Most system software is written in C. Besides being one of the oldest programming languages C has arbitrary memory address access and pointer arithmetic that made it attractive for several applications. Further, the memory footprint of C and small runtime made it the preferred language for embedded applications. It is no surprise that most of the software that we encounter in our everyday life has at least some (or in many cases most) part of it written in C.

Overtime, several libraries were developed for C which made programming in C fast and easy. Let us look at a small C function copy_data() that uses one such library function memcpy(dest, src, n) that copies n bytes from a src memory to dest memory area.

void copy_data(char *buf, int len)
{
  char tmp[80];
  if (len > sizeof(tmp))        // [A]   
    return -1;
  
  memcpy(tmp, buf, len);        // [B]
  printf("copied data: %s\n", tmp);
}

Our tiny C function copy_data has a pointer to a character buffer buf. We intend to copy len bytes from buf to tmp. We call the memcpy(...) function passing tmp, buf and len. Looks simple and clean. But is it correct? Think about it.
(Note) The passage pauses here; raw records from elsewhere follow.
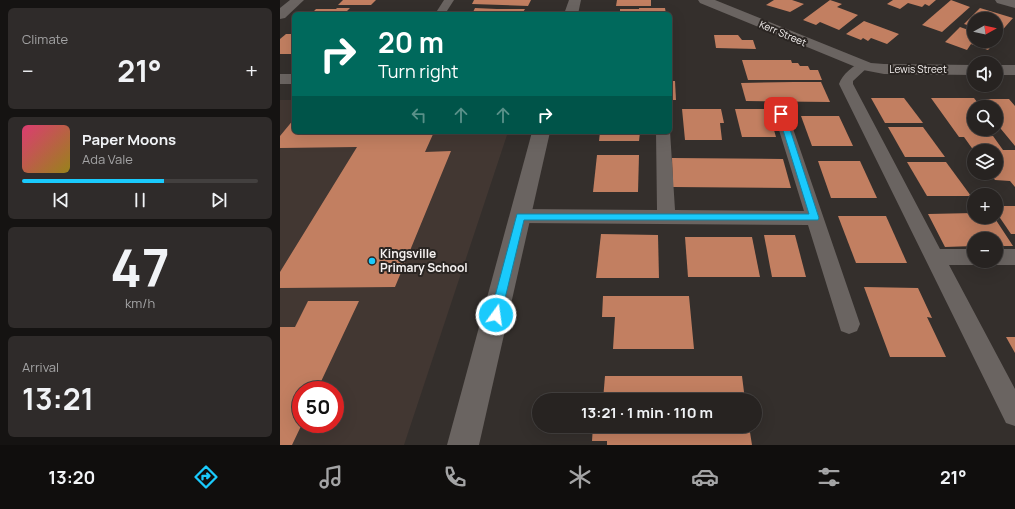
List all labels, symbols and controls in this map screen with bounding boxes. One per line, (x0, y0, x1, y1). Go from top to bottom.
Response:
north arrow (967, 12, 1003, 48)
map controls (967, 12, 1003, 268)
street label: Kerr Street (757, 17, 809, 49)
text: 20 m (378, 23, 444, 61)
icon: right (312, 28, 364, 80)
text: Climate (22, 30, 68, 48)
text: 21° (117, 50, 162, 91)
text: − (22, 56, 34, 86)
text: + (245, 56, 258, 86)
button: sound (967, 56, 1003, 92)
text: Turn right (378, 59, 459, 83)
street label: Lewis Street (889, 62, 947, 76)
pin (764, 97, 798, 131)
button: search (967, 100, 1003, 136)
icon: arrive (770, 103, 792, 125)
icon: left (408, 104, 430, 126)
icon: ahead (450, 104, 472, 126)
icon: ahead (492, 104, 514, 126)
icon: right (534, 104, 556, 126)
text: Paper Moons (82, 129, 176, 150)
button: layers (967, 144, 1003, 180)
text: Ada Vale (82, 150, 133, 168)
button: + (967, 188, 1003, 224)
icon: previous (50, 189, 72, 211)
icon: pause (129, 189, 151, 211)
icon: next (208, 189, 230, 211)
text: 47 (110, 232, 170, 303)
button: − (967, 232, 1003, 268)
place label: Kingsville Primary School (380, 245, 468, 276)
marker: Kingsville Primary School (367, 256, 377, 266)
text: km/h (125, 294, 155, 312)
position arrow (475, 294, 517, 336)
text: Arrival (22, 358, 59, 376)
text: 13:21 (22, 378, 94, 419)
speed limit sign: 50 (292, 381, 344, 433)
text: 13:21 · 1 min · 110 m (581, 402, 713, 423)
icon: directions (192, 463, 220, 491)
icon: music (317, 463, 345, 491)
icon: phone (441, 463, 469, 491)
icon: climate (566, 463, 594, 491)
icon: car (691, 463, 719, 491)
icon: filters (815, 463, 843, 491)
text: 13:20 (48, 465, 95, 489)
text: 21° (940, 465, 967, 489)

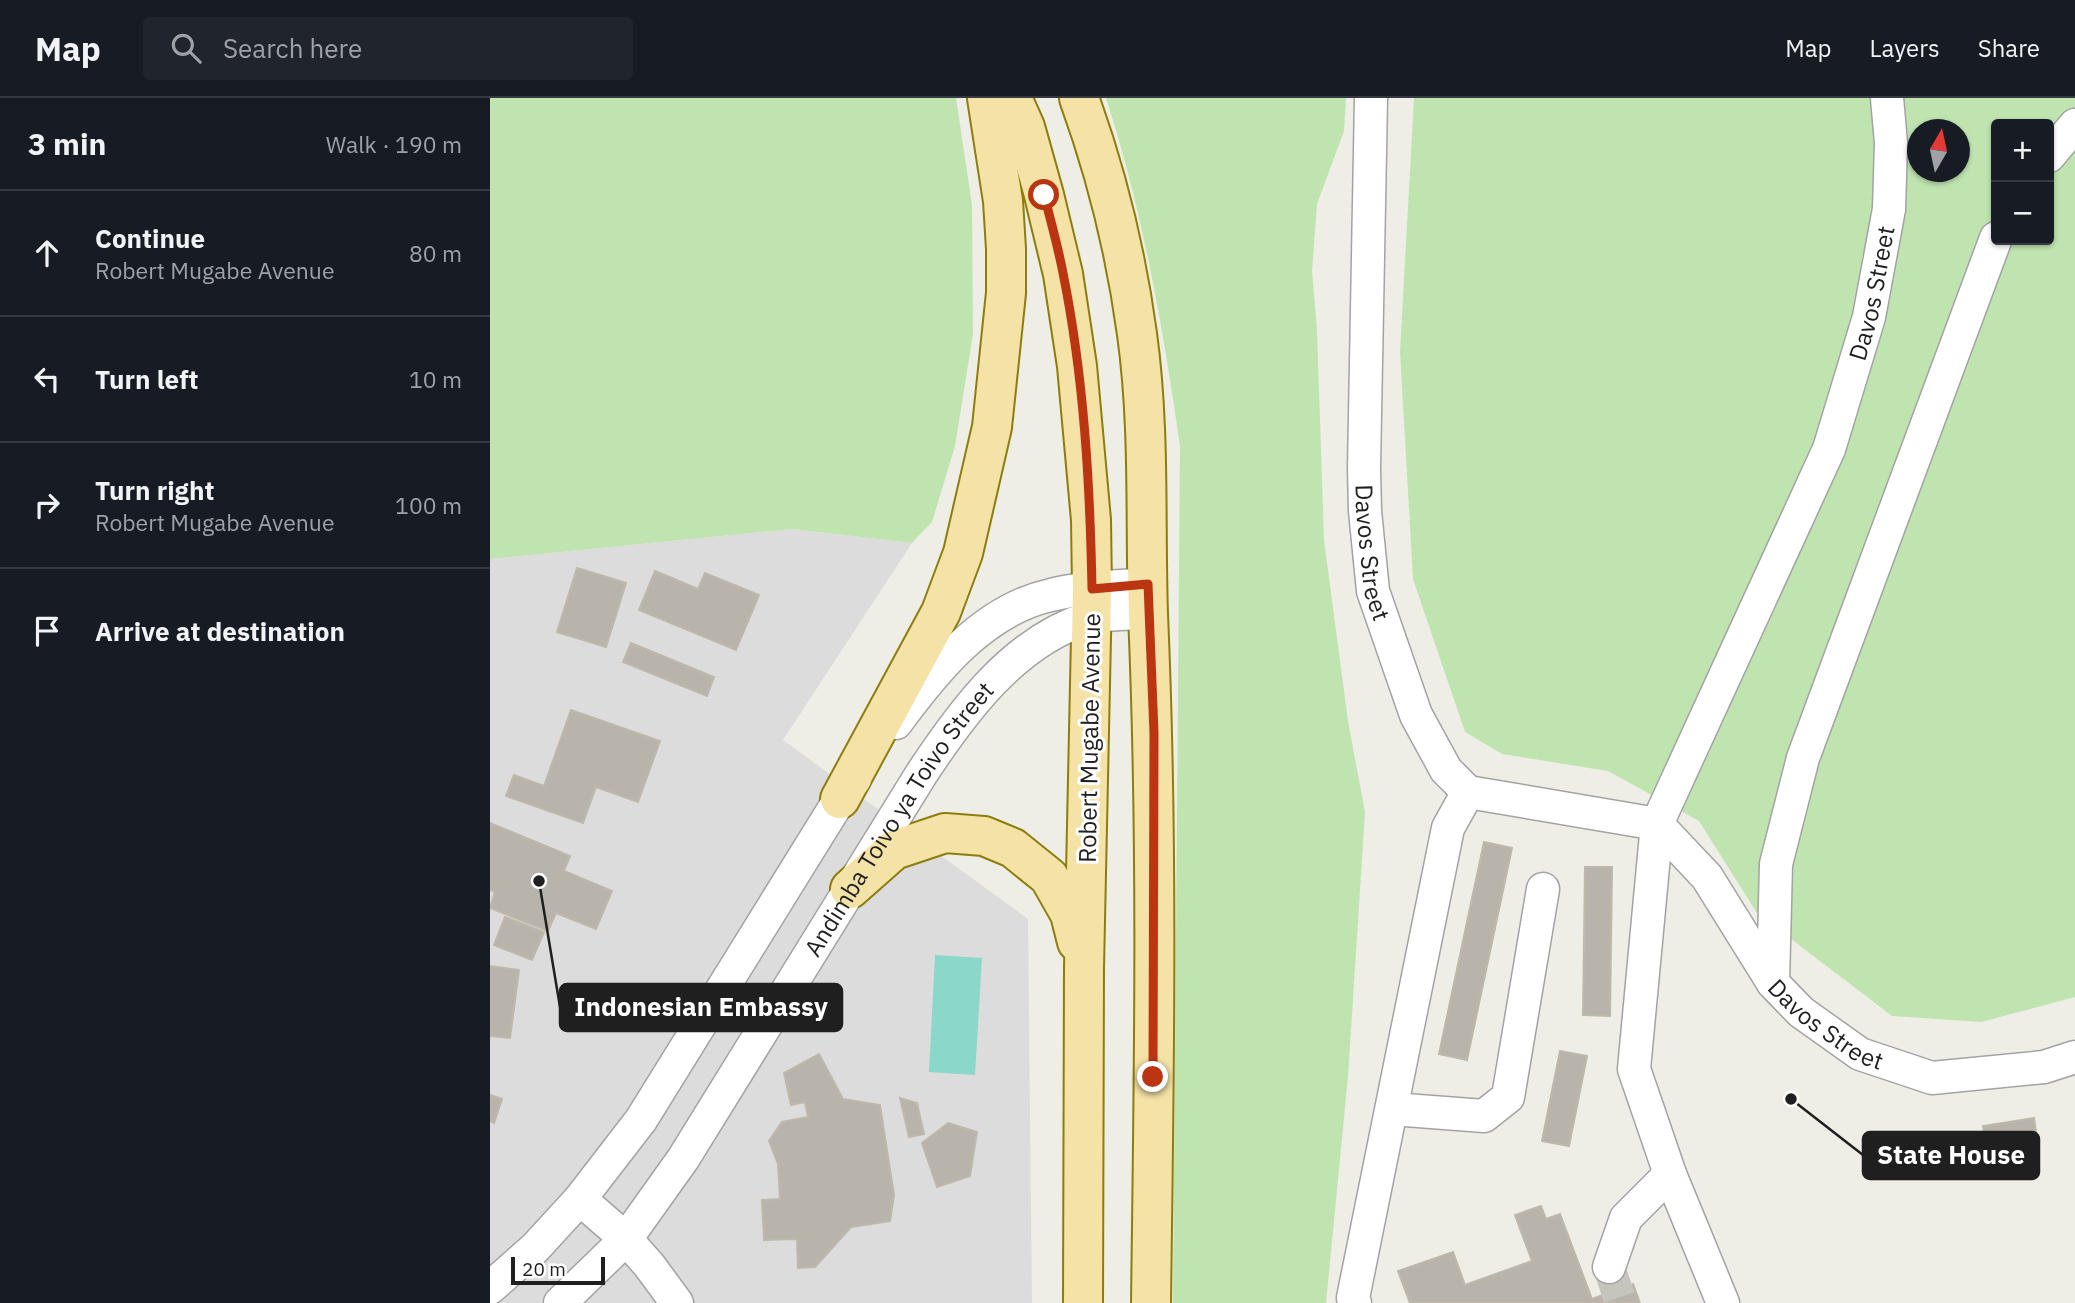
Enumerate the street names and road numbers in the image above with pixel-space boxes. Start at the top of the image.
street label: Davos Street [1841,223,1902,364]
street label: Davos Street [1348,484,1398,625]
street label: Robert Mugabe Avenue [1071,613,1107,863]
street label: Andimba Toivo ya Toivo Street [796,674,1000,962]
street label: Davos Street [1761,972,1888,1077]

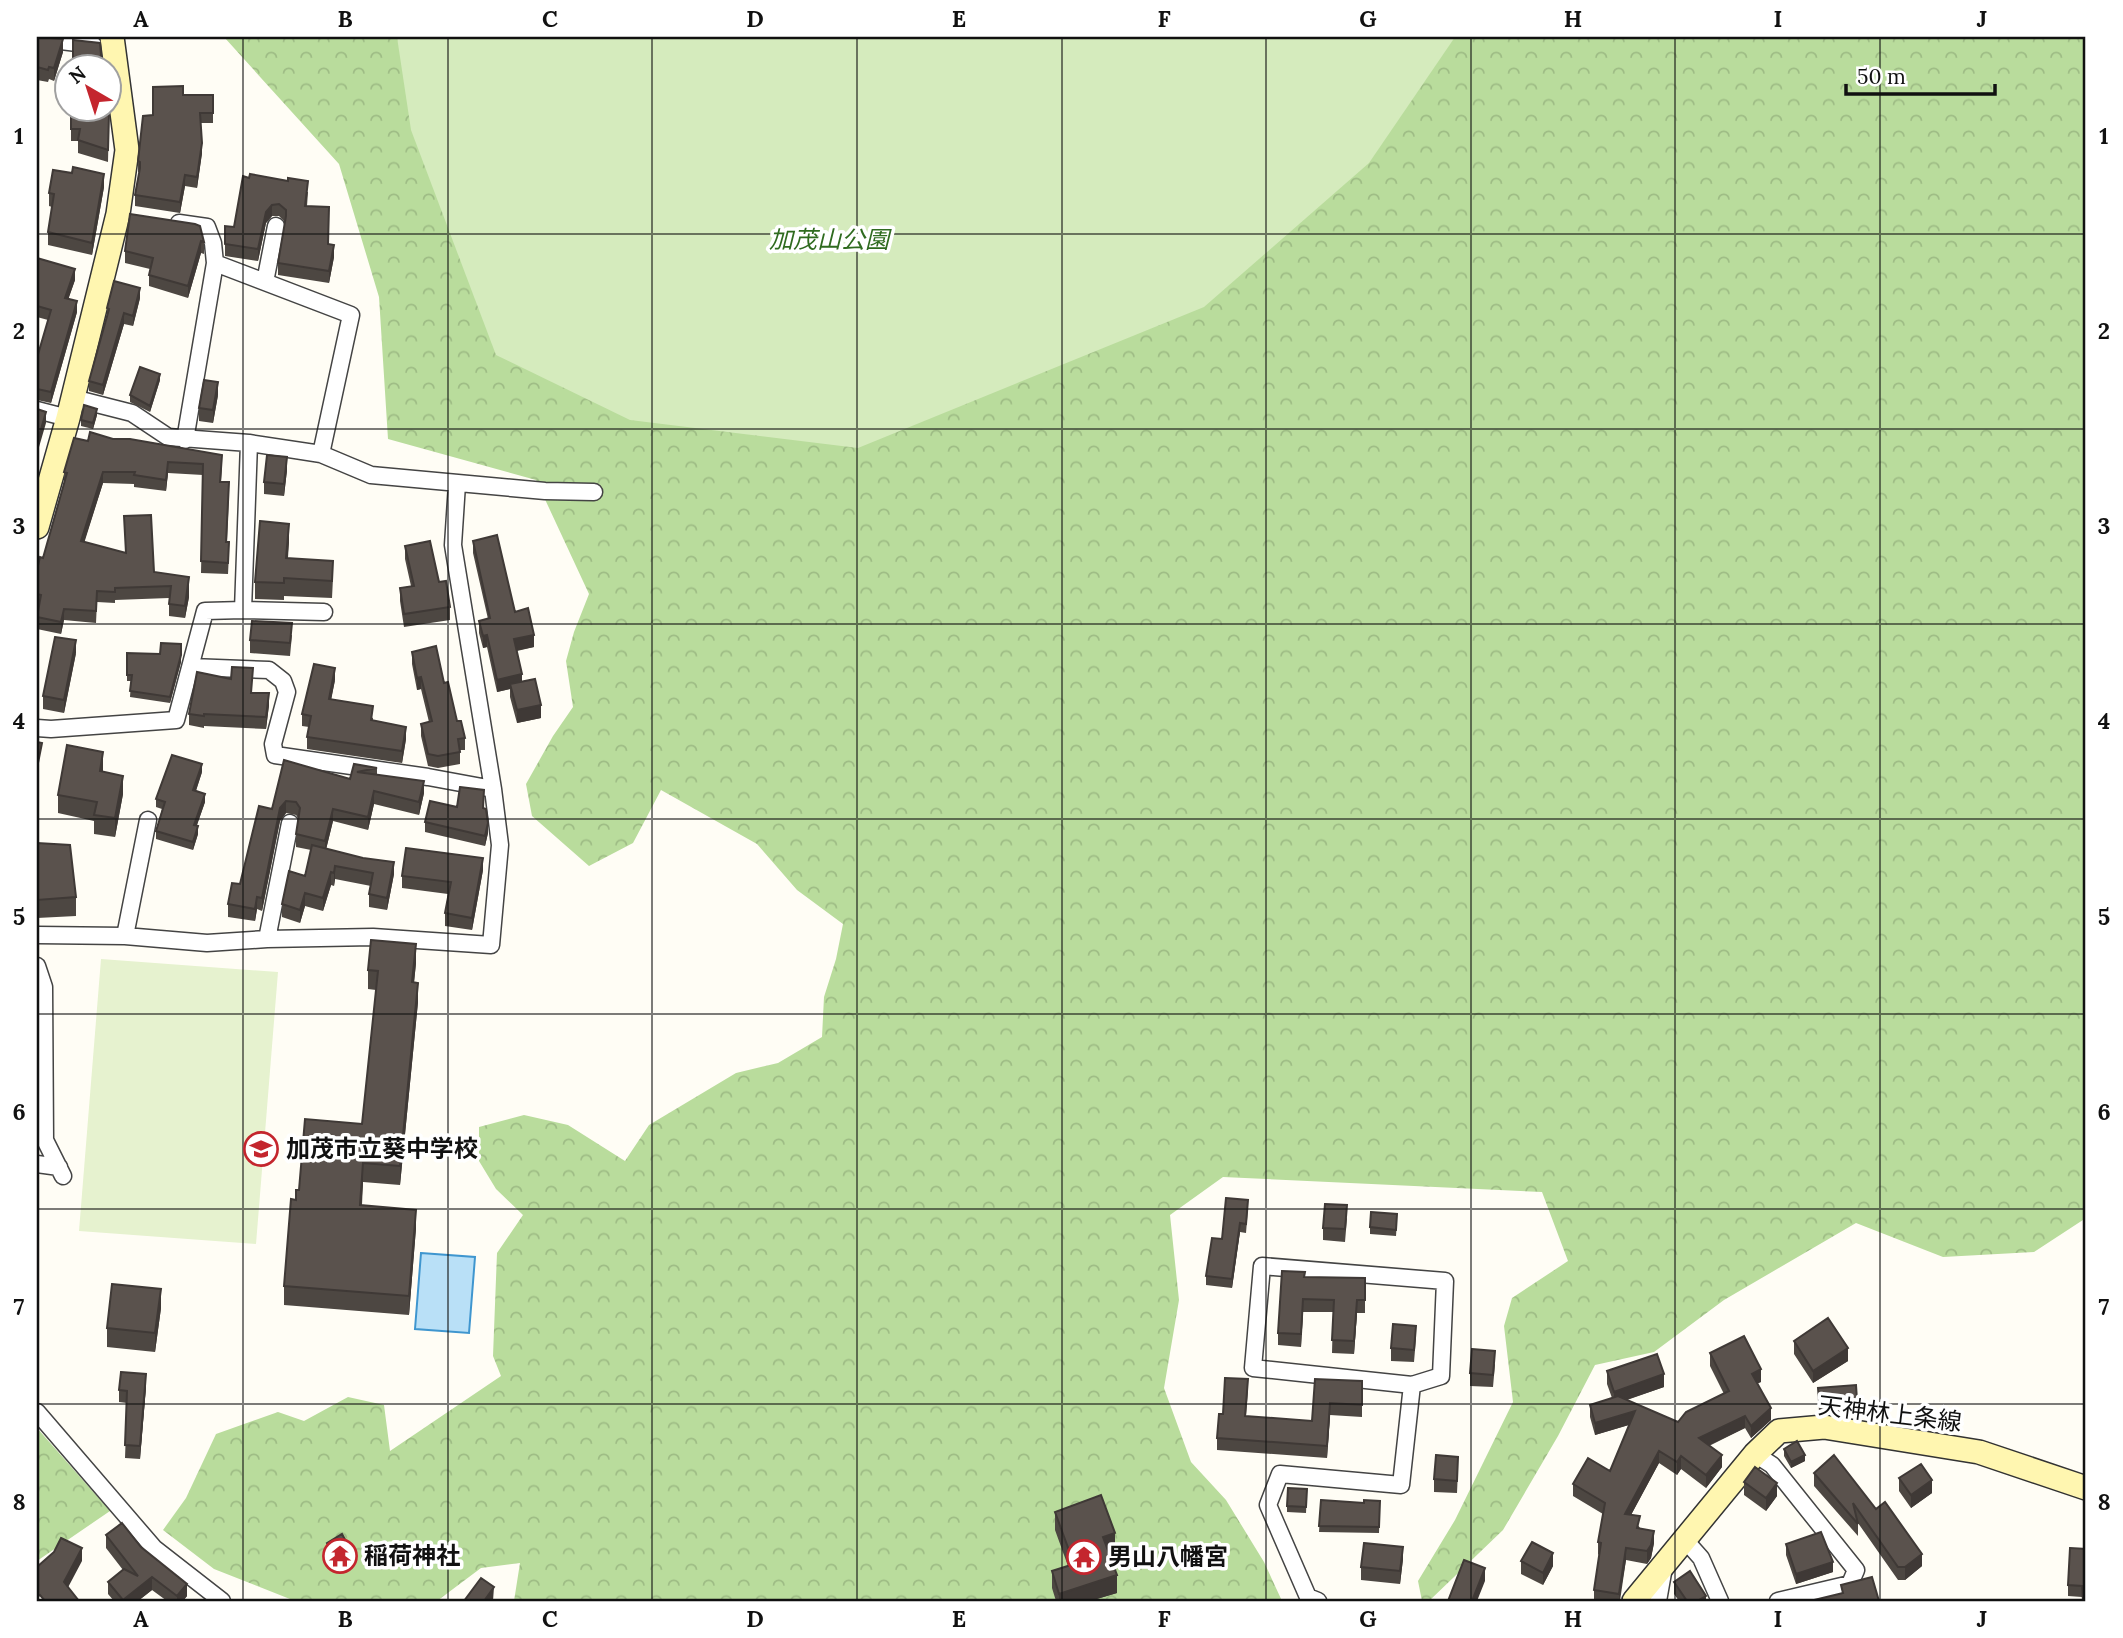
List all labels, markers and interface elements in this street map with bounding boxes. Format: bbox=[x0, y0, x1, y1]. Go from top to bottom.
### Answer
text: A bbox=[133, 4, 149, 33]
text: B bbox=[337, 4, 353, 33]
text: C bbox=[542, 4, 558, 33]
text: D bbox=[746, 4, 764, 33]
text: E bbox=[952, 4, 966, 33]
text: F bbox=[1157, 4, 1171, 33]
text: G bbox=[1359, 4, 1377, 33]
text: H bbox=[1564, 4, 1582, 33]
text: I bbox=[1774, 4, 1782, 33]
text: J bbox=[1977, 4, 1987, 33]
north arrow bbox=[52, 52, 122, 122]
scale bar bbox=[1846, 52, 1995, 96]
text: N bbox=[64, 61, 91, 89]
text: 50 m bbox=[1857, 63, 1906, 90]
text: 1 bbox=[14, 121, 24, 150]
text: 1 bbox=[2099, 121, 2109, 150]
park label: 加茂山公園 bbox=[769, 224, 892, 255]
text: 2 bbox=[13, 316, 25, 345]
text: 2 bbox=[2098, 316, 2110, 345]
text: 3 bbox=[13, 511, 25, 540]
text: 3 bbox=[2098, 511, 2110, 540]
text: 4 bbox=[13, 706, 25, 735]
text: 4 bbox=[2098, 706, 2110, 735]
text: 5 bbox=[13, 902, 25, 931]
text: 5 bbox=[2098, 902, 2110, 931]
text: 6 bbox=[12, 1097, 26, 1126]
text: 6 bbox=[2097, 1097, 2111, 1126]
school or university icon: 加茂市立葵中学校 bbox=[242, 1130, 280, 1168]
place label: 加茂市立葵中学校 bbox=[286, 1133, 478, 1164]
text: 7 bbox=[14, 1292, 25, 1321]
text: 7 bbox=[2099, 1292, 2110, 1321]
street label: 天神林上条線 bbox=[1817, 1389, 1963, 1438]
text: 8 bbox=[12, 1487, 26, 1516]
text: 8 bbox=[2097, 1487, 2111, 1516]
temple icon: 稲荷神社 bbox=[321, 1537, 359, 1575]
temple icon: 男山八幡宮 bbox=[1065, 1538, 1103, 1576]
place label: 稲荷神社 bbox=[364, 1540, 460, 1571]
place label: 男山八幡宮 bbox=[1108, 1541, 1228, 1572]
text: A bbox=[133, 1604, 149, 1633]
text: B bbox=[337, 1604, 353, 1633]
text: C bbox=[542, 1604, 558, 1633]
text: D bbox=[746, 1604, 764, 1633]
text: E bbox=[952, 1604, 966, 1633]
text: F bbox=[1157, 1604, 1171, 1633]
text: G bbox=[1359, 1604, 1377, 1633]
text: H bbox=[1564, 1604, 1582, 1633]
text: I bbox=[1774, 1604, 1782, 1633]
text: J bbox=[1977, 1604, 1987, 1633]

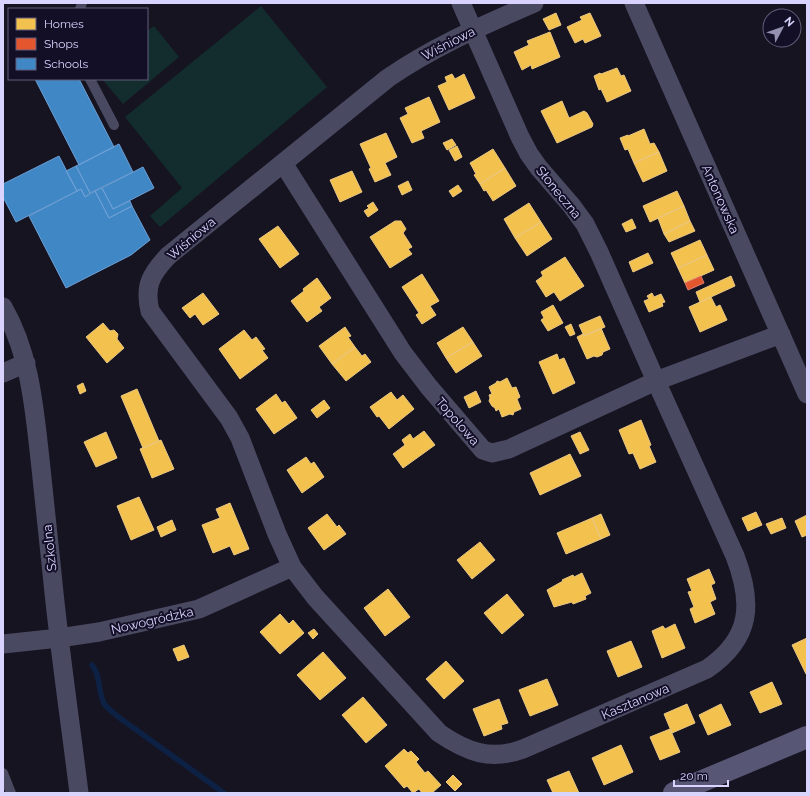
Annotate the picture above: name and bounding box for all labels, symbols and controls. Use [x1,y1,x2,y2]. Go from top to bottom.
legend [8,8,148,80]
north arrow [762,8,802,48]
text: N [782,14,797,29]
text: Homes [44,17,84,31]
street label: Wiśniowa [419,24,478,63]
text: Shops [44,37,79,51]
text: Schools [44,57,88,71]
street label: Antonowska [699,162,742,236]
street label: Słoneczna [533,163,584,221]
street label: Wiśniowa [164,214,218,263]
street label: Topolowa [433,394,482,448]
street label: Szkolna [40,524,59,572]
street label: Nowogródzka [109,604,195,637]
street label: Kasztanowa [599,680,671,722]
scale bar [674,762,728,788]
text: 20 m [680,769,708,783]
Although this function looks simple enough to just visually review for correctness, there is a subtle bug. An user of the function could pass a negative value for len and pass the check at [A]. At [B] is where this gets manifested. memcpy() takes an unsigned int as the len parameter and hence a negative value for len would be interpreted as a huge unsigned value at [B], causing the memory beyond tmp to be overwritten.